I am sympathetic to objections of lesbian and gay comrades that “queer” is a slur. But I don’t think calling the order homophobic is the most persuasive argument to be made against the term, at least for our purposes (especially when we want to save arguments about homophobia where they really count – medicalization of children). But I think we have to come up with a clear way of describing “queer theory” in terms of how it fails as a vehicle for law: it is not merely offensive to some, but contradicts material reality for all. “Queer theory” uses language in a way that is subjective and purposefully disruptive and unstable – precisely what law cannot do.

If we think the Administration’s order reflects its consumption of “queer theory”, then we can attack that theory directly, in terms of how it fails for law.

Yes, the language of the order repeats the conflation of sex and “gender identity”, which means sex-based protection is compromised. Would it be more persuasive to demonstrate how the Admiinistration’s arguments depend on a denial of biology and clear failure to account for how using a “gender ideology” framework to protect people vulnerable to discrimination on the basis of non-conformity to sex-stereotypes (ie. men who behave like women, or women who behave like men, or people who mix it up) would also protect the rest of us vulnerable on account of sex and sexual orientation?

I’m so glad that WDU-USA has filed it’s amicus brief in Tennessee v. Department of Education. We’ve known for decades that 14th Amendment Equal Protection Clause arguments were the right constitutional arguments to make to protect women from sex-based discrimination. I wouldn’t presume to question your assessment of the Administration’s exhaustive use of executive power and federal administrative law. Have we exhausted the ways to persuasively explain this particular issue publicly than have been used in the past? Your podcast following the disclosure of Justice Alito’s proposed opinion re: Roe v Wade was terrific. I’d love to see that worked into something bigger for wide public consumption, with clear articulation of the ways the 14th Amendment equal protection actually works.

I concur with your assessment of the Order’s recommendations for policies, assessments and studies. It’s political virtue signaling. I want to know how the Administration’s recommendations comport with well-established medical scientific research standards, including how the policies, assessments and studies take into account bad results, measurable bad results, including reports from desistors and detransitioners. I want to advocate effectively about this, from a public policy point of view. How can we communicate, and even amplify, the concerns of many medical professionals, and get those concerns to be included in the Adminisration’s process?

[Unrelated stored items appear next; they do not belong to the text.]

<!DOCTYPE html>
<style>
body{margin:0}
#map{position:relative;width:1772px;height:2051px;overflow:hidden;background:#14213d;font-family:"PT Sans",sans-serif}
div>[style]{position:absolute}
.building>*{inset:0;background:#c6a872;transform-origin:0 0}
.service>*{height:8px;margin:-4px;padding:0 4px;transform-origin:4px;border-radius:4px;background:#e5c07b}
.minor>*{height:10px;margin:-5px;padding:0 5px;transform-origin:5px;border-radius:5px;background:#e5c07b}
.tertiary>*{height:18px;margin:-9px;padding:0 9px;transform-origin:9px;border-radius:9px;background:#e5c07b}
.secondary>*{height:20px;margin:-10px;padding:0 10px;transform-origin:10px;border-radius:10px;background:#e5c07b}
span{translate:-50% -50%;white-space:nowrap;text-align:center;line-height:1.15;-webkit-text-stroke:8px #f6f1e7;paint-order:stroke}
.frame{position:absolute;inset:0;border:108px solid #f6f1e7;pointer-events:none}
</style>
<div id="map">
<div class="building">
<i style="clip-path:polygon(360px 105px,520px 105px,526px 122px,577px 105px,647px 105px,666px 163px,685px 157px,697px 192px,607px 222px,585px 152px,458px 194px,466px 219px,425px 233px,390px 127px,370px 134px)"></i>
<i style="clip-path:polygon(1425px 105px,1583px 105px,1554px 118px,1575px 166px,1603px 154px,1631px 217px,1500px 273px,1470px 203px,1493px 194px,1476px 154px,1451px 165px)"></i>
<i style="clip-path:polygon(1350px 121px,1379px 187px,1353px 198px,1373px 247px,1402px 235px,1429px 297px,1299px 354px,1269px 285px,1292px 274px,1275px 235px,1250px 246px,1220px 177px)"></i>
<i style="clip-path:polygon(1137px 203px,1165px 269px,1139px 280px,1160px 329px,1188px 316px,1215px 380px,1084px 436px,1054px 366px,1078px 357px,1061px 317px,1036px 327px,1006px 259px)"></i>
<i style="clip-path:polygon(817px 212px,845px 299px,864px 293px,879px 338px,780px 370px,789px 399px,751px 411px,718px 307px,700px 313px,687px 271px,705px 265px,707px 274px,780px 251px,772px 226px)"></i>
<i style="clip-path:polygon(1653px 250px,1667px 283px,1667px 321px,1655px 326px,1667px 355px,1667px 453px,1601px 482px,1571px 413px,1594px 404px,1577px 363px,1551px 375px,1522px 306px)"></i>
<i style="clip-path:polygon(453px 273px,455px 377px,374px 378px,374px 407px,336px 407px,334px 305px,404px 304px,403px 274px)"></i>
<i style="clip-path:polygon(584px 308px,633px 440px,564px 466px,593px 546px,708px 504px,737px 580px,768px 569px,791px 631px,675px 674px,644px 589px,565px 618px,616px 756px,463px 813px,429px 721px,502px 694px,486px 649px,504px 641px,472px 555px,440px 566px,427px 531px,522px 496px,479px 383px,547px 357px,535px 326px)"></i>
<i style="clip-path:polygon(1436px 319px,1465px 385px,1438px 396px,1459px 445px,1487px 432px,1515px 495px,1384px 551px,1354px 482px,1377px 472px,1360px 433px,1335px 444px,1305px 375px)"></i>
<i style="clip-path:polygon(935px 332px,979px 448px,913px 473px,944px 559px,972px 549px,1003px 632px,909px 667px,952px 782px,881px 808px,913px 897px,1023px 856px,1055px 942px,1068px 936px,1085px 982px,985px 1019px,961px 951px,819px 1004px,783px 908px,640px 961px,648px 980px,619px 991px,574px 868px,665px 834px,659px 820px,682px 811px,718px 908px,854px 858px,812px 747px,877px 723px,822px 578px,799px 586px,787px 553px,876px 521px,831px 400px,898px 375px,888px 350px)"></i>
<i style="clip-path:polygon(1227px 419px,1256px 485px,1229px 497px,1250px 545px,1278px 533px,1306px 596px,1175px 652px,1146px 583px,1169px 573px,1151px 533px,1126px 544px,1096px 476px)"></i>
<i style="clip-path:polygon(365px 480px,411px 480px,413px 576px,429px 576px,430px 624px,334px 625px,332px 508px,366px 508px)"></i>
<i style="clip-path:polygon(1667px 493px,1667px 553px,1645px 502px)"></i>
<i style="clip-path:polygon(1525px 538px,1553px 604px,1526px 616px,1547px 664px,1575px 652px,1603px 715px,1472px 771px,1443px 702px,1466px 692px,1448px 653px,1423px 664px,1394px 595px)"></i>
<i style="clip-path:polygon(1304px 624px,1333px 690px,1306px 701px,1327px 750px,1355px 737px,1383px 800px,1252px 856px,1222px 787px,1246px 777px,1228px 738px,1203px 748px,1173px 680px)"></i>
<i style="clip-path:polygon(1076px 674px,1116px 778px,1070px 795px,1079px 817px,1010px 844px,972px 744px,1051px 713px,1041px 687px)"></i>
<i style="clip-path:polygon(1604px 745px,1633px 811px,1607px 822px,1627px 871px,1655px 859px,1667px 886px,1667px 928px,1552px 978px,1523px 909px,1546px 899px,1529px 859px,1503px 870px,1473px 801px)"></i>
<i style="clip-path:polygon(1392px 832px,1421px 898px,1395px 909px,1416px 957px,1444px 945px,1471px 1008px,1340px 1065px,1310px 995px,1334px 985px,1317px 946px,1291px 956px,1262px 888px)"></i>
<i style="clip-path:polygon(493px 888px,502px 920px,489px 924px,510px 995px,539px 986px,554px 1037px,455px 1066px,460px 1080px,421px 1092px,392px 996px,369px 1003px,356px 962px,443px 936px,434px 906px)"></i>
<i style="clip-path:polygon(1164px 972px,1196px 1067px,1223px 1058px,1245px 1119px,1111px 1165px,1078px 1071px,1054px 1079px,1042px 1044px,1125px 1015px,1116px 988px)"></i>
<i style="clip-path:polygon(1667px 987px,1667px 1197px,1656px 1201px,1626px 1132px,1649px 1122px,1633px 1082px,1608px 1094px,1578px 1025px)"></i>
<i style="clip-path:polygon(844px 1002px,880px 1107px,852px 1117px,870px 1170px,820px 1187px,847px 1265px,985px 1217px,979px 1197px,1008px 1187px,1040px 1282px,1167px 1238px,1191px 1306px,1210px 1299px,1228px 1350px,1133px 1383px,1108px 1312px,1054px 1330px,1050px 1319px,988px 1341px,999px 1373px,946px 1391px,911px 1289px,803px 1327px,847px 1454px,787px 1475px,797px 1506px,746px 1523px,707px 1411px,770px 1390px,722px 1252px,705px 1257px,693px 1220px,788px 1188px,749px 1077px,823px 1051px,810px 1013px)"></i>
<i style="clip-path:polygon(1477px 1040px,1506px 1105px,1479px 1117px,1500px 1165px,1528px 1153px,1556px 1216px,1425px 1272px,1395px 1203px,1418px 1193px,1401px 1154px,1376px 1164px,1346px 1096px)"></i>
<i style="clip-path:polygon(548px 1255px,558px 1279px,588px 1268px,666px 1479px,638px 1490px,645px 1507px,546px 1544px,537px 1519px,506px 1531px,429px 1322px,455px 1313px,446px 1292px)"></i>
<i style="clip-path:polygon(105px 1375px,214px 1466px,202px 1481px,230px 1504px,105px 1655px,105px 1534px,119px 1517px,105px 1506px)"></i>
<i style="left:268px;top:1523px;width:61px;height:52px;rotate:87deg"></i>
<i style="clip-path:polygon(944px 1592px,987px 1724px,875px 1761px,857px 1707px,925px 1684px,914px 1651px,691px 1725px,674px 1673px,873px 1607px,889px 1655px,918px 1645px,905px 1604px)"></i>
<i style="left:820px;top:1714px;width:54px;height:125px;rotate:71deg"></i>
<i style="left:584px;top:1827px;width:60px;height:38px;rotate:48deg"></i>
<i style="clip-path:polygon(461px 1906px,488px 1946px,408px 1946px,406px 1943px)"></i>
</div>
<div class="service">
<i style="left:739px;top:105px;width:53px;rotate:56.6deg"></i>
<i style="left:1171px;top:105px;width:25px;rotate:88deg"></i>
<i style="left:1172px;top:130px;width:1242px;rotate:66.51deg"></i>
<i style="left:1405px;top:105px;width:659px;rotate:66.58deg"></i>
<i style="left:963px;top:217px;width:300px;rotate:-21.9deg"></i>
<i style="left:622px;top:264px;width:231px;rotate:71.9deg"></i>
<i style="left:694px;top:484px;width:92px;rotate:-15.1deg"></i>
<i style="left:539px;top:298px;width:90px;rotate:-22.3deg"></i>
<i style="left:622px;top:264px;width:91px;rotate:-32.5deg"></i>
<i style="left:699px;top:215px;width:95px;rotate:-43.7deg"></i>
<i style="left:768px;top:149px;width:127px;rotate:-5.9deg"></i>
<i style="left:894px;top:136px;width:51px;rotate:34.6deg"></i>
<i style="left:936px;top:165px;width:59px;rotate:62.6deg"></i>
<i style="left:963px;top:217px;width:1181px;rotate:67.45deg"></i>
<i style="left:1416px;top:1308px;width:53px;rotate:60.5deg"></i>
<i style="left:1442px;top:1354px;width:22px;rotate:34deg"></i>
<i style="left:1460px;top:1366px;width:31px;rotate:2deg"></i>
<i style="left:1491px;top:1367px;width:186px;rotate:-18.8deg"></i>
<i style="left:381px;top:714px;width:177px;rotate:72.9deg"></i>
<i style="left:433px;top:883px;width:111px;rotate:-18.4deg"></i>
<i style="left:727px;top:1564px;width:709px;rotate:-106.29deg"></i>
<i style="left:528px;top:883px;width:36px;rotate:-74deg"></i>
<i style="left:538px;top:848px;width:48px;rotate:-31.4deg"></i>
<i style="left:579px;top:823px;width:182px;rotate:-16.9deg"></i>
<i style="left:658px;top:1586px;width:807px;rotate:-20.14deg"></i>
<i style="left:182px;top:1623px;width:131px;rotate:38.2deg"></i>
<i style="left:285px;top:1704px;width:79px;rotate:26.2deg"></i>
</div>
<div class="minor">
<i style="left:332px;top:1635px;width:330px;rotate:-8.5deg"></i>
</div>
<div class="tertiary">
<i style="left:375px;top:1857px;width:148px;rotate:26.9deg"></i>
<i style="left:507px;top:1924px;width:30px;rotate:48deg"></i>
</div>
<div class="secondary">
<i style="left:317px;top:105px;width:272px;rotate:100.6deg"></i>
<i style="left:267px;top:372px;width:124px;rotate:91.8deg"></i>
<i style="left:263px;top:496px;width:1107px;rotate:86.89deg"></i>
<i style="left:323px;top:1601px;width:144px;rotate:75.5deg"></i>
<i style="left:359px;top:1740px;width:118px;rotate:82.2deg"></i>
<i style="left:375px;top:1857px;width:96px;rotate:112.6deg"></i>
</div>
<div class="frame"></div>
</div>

Thank you for sharing Bill Moyer’s MAP information. A lot of life has happened between hearing about it when it was published (the year my second son was born), and today. I’m looking forward to chewing over it all soon. Yes, I think you are right – we are in the neighborhood of Stage 3, and that is very encouraging. Thank you and Lauren for all you’ve contributed to getting the American end of the movement to where we are. Fingers crossed your assessment of how we can move forward successfully is correct. I’m outraged and unafraid. I’m a signatory, and volunteering in the PA chapter of WDI-USA. What else can I do to move us forward?